▶ Exercise goal
Answer with one number only: the count of lines below that hold the word "bubble".

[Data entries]
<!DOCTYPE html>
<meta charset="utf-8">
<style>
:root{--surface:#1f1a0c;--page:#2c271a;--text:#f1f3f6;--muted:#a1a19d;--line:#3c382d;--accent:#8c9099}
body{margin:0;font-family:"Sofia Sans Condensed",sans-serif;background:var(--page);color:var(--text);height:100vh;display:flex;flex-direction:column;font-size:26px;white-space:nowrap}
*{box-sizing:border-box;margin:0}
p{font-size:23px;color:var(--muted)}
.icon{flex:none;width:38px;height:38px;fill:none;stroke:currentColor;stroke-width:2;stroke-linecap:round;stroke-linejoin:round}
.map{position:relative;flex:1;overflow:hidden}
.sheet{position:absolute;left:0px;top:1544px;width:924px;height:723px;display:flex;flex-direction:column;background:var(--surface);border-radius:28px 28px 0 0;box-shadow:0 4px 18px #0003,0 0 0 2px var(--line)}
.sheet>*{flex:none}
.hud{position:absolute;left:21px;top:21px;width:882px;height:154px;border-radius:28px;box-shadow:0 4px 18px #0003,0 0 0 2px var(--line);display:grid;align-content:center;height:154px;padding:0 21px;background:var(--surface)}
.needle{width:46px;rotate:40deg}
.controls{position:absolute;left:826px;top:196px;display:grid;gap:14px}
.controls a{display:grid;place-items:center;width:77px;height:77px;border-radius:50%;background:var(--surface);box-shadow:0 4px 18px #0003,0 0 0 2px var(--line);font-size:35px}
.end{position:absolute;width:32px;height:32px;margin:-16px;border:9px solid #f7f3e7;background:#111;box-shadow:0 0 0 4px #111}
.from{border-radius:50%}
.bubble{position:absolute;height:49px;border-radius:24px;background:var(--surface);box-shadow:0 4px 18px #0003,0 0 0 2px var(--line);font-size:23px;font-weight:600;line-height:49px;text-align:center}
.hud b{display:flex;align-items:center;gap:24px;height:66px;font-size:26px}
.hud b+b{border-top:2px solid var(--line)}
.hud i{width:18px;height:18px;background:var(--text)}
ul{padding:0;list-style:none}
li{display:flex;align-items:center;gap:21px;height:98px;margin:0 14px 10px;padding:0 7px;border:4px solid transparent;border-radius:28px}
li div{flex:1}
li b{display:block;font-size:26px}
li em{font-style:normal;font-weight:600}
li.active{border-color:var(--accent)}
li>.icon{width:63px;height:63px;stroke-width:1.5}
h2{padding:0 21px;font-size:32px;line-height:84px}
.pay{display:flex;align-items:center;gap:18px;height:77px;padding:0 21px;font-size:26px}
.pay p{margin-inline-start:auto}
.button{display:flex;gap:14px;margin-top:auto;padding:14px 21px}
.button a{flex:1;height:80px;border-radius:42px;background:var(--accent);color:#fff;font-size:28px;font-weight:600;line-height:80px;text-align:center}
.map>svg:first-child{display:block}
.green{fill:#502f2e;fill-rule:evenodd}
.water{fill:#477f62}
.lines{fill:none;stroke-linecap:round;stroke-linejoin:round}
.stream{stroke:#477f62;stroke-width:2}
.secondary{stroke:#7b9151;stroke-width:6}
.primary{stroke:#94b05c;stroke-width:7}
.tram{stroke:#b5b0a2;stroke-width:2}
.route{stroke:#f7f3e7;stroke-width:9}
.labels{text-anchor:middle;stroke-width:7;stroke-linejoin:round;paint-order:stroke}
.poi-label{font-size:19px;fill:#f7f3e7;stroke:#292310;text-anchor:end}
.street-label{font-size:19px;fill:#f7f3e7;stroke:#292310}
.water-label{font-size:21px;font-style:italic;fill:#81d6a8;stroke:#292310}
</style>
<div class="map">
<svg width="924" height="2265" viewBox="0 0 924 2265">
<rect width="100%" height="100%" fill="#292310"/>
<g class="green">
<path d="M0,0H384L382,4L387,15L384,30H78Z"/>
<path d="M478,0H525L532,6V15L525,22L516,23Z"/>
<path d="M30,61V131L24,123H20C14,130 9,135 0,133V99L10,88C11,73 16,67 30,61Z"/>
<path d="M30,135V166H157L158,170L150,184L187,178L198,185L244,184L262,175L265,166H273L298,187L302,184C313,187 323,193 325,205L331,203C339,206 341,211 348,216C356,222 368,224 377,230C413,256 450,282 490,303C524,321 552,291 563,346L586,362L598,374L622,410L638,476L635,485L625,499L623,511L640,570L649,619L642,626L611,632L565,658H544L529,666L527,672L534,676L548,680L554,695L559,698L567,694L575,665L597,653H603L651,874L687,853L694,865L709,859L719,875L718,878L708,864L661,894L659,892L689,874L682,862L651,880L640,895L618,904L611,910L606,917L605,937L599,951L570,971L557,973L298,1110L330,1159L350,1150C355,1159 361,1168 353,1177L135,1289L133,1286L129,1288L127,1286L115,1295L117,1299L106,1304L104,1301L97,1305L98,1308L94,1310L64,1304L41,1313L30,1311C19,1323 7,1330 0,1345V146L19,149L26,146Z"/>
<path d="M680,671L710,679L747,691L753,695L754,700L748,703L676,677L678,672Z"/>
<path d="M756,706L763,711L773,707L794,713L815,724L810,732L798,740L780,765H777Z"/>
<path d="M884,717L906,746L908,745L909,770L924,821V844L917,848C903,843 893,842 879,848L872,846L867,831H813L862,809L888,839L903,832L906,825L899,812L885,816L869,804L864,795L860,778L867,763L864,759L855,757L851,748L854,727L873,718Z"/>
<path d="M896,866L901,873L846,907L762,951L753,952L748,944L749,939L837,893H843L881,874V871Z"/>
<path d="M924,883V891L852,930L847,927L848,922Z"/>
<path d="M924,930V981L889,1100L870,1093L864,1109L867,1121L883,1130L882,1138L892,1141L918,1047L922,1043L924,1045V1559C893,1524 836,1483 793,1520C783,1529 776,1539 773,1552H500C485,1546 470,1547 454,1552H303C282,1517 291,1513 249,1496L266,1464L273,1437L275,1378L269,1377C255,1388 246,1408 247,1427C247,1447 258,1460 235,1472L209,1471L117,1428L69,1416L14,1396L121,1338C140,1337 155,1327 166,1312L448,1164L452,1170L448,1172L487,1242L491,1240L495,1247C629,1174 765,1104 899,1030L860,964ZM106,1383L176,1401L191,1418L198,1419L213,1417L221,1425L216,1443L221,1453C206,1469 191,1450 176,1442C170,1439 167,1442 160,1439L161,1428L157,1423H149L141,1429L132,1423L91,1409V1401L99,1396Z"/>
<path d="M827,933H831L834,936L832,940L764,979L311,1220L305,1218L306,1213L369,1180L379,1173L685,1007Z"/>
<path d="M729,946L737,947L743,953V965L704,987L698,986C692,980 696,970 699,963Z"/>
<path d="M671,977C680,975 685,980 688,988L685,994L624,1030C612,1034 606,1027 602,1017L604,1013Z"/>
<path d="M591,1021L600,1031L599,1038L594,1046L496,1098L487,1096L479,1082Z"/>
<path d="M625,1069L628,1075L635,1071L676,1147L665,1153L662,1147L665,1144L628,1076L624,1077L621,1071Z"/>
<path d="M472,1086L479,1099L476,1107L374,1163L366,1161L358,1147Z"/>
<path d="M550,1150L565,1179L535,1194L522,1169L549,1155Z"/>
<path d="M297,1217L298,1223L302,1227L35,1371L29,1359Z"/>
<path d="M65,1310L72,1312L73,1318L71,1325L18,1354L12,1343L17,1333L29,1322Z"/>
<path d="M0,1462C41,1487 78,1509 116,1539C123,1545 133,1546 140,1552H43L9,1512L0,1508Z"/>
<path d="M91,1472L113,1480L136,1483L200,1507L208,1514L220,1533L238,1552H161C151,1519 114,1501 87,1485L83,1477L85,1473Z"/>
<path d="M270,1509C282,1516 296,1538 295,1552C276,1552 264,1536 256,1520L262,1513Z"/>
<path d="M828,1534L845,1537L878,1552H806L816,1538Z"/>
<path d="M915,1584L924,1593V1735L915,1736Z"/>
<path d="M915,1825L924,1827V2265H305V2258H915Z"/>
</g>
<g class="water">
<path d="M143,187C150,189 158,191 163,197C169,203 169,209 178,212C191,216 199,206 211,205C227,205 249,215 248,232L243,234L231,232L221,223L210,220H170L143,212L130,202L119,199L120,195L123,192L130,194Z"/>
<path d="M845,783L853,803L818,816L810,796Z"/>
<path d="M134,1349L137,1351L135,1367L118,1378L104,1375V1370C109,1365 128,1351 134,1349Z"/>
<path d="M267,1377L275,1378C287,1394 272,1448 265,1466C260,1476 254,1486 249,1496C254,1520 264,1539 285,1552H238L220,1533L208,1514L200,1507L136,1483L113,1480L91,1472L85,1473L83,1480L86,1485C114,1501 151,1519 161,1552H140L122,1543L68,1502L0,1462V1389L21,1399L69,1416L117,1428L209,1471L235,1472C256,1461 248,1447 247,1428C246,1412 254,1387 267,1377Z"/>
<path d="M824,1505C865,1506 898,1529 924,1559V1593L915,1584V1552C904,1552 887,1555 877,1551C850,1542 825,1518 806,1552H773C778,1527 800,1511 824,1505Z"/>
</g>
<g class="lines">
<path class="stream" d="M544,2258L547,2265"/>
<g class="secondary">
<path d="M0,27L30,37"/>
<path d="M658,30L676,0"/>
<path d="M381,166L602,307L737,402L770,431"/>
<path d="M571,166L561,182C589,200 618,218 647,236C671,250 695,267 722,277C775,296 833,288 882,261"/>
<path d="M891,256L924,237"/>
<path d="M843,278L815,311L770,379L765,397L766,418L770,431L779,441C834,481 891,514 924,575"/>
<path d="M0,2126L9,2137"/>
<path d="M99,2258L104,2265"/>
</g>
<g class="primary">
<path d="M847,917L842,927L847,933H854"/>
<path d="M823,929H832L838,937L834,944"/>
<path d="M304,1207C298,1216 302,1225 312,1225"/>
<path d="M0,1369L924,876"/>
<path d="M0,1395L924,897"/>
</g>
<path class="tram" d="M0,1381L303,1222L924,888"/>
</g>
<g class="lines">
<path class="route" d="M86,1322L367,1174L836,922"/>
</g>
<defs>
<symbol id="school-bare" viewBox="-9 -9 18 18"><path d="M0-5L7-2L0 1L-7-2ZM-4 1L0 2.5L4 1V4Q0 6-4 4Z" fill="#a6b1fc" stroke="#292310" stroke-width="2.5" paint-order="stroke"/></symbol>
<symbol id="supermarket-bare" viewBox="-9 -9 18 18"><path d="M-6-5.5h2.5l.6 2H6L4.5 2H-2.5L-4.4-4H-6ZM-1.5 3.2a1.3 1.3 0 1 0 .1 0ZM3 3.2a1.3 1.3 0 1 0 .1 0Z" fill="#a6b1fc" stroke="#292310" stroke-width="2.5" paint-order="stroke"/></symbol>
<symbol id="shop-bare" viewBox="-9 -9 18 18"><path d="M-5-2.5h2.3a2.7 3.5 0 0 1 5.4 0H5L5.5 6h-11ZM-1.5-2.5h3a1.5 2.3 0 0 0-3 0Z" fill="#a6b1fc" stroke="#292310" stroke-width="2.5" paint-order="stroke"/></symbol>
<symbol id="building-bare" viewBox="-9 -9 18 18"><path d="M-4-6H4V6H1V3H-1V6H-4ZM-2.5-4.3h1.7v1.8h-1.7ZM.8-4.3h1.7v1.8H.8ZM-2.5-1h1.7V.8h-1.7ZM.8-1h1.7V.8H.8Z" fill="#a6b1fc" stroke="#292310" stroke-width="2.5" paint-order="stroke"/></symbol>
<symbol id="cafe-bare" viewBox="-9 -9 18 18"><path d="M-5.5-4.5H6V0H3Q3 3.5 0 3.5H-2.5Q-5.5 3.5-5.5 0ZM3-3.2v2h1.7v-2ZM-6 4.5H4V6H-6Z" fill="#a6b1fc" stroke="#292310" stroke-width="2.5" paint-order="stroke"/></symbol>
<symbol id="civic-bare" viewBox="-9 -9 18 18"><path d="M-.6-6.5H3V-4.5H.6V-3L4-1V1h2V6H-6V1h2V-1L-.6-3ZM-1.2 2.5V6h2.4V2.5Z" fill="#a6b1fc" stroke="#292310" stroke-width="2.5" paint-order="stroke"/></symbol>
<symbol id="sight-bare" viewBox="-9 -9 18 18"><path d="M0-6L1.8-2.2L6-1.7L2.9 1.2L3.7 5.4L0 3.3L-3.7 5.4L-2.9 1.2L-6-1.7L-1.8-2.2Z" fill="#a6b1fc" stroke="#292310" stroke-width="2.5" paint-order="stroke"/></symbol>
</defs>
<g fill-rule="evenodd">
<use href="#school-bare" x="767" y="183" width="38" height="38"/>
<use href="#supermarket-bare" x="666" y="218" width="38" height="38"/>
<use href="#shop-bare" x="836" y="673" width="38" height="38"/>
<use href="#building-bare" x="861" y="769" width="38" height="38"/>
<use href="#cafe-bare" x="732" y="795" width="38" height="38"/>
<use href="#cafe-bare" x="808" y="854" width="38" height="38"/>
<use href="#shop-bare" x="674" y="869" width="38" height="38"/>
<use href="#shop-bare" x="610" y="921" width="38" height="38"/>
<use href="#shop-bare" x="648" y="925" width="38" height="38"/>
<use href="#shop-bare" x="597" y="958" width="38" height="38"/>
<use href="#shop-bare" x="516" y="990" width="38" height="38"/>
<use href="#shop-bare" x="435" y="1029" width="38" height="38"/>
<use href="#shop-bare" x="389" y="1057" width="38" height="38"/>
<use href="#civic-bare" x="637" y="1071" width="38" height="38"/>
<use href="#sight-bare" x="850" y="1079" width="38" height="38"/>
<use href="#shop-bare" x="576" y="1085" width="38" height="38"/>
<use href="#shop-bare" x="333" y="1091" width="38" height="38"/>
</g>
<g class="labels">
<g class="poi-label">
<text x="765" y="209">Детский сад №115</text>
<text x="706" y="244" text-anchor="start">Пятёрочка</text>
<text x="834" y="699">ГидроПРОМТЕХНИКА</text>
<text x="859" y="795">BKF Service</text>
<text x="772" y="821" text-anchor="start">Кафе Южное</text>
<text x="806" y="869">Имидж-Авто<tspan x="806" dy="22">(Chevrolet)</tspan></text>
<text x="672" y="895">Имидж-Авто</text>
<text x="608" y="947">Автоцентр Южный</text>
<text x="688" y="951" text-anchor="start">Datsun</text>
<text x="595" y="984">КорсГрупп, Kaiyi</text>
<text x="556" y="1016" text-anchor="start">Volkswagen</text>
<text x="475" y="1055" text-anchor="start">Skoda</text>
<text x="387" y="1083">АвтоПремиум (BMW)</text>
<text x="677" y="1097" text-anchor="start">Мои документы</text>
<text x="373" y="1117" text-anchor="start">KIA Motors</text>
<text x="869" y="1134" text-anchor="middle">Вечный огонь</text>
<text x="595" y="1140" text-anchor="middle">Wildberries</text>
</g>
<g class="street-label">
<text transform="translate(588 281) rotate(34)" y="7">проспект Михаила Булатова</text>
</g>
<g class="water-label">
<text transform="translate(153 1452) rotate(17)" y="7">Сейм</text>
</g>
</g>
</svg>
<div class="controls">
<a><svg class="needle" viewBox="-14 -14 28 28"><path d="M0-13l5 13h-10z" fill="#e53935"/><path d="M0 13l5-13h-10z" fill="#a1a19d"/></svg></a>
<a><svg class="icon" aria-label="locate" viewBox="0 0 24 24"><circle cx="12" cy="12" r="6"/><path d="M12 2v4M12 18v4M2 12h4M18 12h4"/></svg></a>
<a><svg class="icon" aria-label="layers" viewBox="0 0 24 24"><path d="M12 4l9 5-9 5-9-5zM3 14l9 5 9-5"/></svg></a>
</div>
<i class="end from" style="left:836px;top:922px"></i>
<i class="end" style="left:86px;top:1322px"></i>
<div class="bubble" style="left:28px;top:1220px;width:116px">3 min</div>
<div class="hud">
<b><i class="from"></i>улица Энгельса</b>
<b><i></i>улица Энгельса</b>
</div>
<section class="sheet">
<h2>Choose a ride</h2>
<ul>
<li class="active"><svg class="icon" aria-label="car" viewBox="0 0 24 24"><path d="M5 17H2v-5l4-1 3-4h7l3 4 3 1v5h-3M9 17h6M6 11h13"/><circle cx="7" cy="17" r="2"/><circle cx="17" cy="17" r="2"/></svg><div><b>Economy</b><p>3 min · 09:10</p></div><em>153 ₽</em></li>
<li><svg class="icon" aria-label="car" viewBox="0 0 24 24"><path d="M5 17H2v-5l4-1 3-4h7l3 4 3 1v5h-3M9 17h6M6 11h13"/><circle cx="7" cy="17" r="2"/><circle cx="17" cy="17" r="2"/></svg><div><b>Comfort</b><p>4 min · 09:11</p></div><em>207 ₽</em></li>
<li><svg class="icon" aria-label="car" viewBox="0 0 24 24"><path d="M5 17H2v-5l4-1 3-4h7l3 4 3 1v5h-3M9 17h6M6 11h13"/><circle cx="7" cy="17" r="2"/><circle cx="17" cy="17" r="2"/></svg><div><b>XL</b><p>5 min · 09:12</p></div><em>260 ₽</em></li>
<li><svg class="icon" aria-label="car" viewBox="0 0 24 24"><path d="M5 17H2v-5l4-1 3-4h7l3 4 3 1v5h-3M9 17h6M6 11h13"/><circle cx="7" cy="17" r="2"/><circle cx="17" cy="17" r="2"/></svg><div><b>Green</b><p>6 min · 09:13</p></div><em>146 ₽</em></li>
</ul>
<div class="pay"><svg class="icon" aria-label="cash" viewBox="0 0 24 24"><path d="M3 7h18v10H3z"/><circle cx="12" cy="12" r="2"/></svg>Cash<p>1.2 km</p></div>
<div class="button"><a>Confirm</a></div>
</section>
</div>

▶ Task answer
2